§ **To do**
Keeping every word and mark, copy all of the data.

§ **Data to process**
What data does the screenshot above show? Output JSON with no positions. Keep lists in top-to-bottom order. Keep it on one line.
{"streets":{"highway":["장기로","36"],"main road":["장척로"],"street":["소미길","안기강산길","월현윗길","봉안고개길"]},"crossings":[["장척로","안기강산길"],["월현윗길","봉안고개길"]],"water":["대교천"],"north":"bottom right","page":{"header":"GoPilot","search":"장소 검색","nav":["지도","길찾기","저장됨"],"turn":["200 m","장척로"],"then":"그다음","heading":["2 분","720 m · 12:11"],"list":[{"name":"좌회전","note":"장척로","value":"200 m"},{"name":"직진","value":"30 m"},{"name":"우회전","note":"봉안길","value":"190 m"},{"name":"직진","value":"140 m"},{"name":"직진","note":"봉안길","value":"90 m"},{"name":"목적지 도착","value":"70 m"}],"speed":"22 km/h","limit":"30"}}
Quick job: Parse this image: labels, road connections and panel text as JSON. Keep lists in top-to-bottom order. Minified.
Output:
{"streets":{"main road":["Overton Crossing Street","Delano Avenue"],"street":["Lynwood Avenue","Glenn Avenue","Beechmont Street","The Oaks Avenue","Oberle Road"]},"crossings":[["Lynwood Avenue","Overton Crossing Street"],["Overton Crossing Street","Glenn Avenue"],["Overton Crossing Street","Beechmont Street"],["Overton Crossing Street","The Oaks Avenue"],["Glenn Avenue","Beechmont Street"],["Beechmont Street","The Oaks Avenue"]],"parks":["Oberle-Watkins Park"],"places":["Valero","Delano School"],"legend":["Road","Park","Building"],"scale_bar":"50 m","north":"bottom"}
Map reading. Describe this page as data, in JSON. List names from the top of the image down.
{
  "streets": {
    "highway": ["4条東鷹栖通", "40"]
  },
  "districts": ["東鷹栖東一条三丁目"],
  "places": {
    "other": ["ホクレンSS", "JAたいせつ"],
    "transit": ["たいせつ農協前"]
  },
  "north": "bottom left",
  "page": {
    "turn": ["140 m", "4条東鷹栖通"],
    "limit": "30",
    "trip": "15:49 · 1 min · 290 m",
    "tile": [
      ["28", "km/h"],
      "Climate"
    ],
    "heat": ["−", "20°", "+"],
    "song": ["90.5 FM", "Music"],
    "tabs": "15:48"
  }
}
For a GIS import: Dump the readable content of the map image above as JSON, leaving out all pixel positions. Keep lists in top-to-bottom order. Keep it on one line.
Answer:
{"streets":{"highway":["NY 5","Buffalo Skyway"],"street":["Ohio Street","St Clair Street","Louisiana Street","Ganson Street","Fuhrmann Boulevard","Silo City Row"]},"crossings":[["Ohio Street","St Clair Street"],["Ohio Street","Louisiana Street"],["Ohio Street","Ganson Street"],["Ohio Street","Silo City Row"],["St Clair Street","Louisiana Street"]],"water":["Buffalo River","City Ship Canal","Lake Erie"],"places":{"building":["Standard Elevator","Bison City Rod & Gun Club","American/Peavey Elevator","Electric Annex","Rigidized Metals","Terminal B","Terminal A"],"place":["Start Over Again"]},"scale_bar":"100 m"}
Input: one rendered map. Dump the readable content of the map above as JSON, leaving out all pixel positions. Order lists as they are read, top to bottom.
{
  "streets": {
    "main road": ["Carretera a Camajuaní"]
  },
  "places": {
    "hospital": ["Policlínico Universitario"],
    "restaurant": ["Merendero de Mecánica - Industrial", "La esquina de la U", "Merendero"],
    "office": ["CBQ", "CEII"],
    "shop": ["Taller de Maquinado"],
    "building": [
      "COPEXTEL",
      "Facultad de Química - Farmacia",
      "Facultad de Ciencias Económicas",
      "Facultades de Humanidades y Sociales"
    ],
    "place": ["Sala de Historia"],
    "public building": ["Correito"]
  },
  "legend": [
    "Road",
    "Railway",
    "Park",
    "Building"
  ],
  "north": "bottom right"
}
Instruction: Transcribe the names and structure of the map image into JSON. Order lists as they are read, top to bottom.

§ **Solution for this exercise**
What data does the screenshot above show? Output JSON with no positions. Keep lists in top-to-bottom order. Keep it on one line.
{"streets":{"highway":["장기로","36"],"main road":["장척로"],"street":["소미길","안기강산길","월현윗길","봉안고개길"]},"crossings":[["장척로","안기강산길"],["월현윗길","봉안고개길"]],"water":["대교천"],"north":"bottom right","page":{"header":"GoPilot","search":"장소 검색","nav":["지도","길찾기","저장됨"],"turn":["200 m","장척로"],"then":"그다음","heading":["2 분","720 m · 12:11"],"list":[{"name":"좌회전","note":"장척로","value":"200 m"},{"name":"직진","value":"30 m"},{"name":"우회전","note":"봉안길","value":"190 m"},{"name":"직진","value":"140 m"},{"name":"직진","note":"봉안길","value":"90 m"},{"name":"목적지 도착","value":"70 m"}],"speed":"22 km/h","limit":"30"}}
Quick job: Parse this image: labels, road connections and panel text as JSON. Keep lists in top-to-bottom order. Minified.
Output:
{"streets":{"main road":["Overton Crossing Street","Delano Avenue"],"street":["Lynwood Avenue","Glenn Avenue","Beechmont Street","The Oaks Avenue","Oberle Road"]},"crossings":[["Lynwood Avenue","Overton Crossing Street"],["Overton Crossing Street","Glenn Avenue"],["Overton Crossing Street","Beechmont Street"],["Overton Crossing Street","The Oaks Avenue"],["Glenn Avenue","Beechmont Street"],["Beechmont Street","The Oaks Avenue"]],"parks":["Oberle-Watkins Park"],"places":["Valero","Delano School"],"legend":["Road","Park","Building"],"scale_bar":"50 m","north":"bottom"}
Map reading. Describe this page as data, in JSON. List names from the top of the image down.
{
  "streets": {
    "highway": ["4条東鷹栖通", "40"]
  },
  "districts": ["東鷹栖東一条三丁目"],
  "places": {
    "other": ["ホクレンSS", "JAたいせつ"],
    "transit": ["たいせつ農協前"]
  },
  "north": "bottom left",
  "page": {
    "turn": ["140 m", "4条東鷹栖通"],
    "limit": "30",
    "trip": "15:49 · 1 min · 290 m",
    "tile": [
      ["28", "km/h"],
      "Climate"
    ],
    "heat": ["−", "20°", "+"],
    "song": ["90.5 FM", "Music"],
    "tabs": "15:48"
  }
}
For a GIS import: Dump the readable content of the map image above as JSON, leaving out all pixel positions. Keep lists in top-to-bottom order. Keep it on one line.
Answer:
{"streets":{"highway":["NY 5","Buffalo Skyway"],"street":["Ohio Street","St Clair Street","Louisiana Street","Ganson Street","Fuhrmann Boulevard","Silo City Row"]},"crossings":[["Ohio Street","St Clair Street"],["Ohio Street","Louisiana Street"],["Ohio Street","Ganson Street"],["Ohio Street","Silo City Row"],["St Clair Street","Louisiana Street"]],"water":["Buffalo River","City Ship Canal","Lake Erie"],"places":{"building":["Standard Elevator","Bison City Rod & Gun Club","American/Peavey Elevator","Electric Annex","Rigidized Metals","Terminal B","Terminal A"],"place":["Start Over Again"]},"scale_bar":"100 m"}
Input: one rendered map. Dump the readable content of the map above as JSON, leaving out all pixel positions. Order lists as they are read, top to bottom.
{
  "streets": {
    "main road": ["Carretera a Camajuaní"]
  },
  "places": {
    "hospital": ["Policlínico Universitario"],
    "restaurant": ["Merendero de Mecánica - Industrial", "La esquina de la U", "Merendero"],
    "office": ["CBQ", "CEII"],
    "shop": ["Taller de Maquinado"],
    "building": [
      "COPEXTEL",
      "Facultad de Química - Farmacia",
      "Facultad de Ciencias Económicas",
      "Facultades de Humanidades y Sociales"
    ],
    "place": ["Sala de Historia"],
    "public building": ["Correito"]
  },
  "legend": [
    "Road",
    "Railway",
    "Park",
    "Building"
  ],
  "north": "bottom right"
}
Instruction: Transcribe the names and structure of the map image into JSON. Order lists as they are read, top to bottom.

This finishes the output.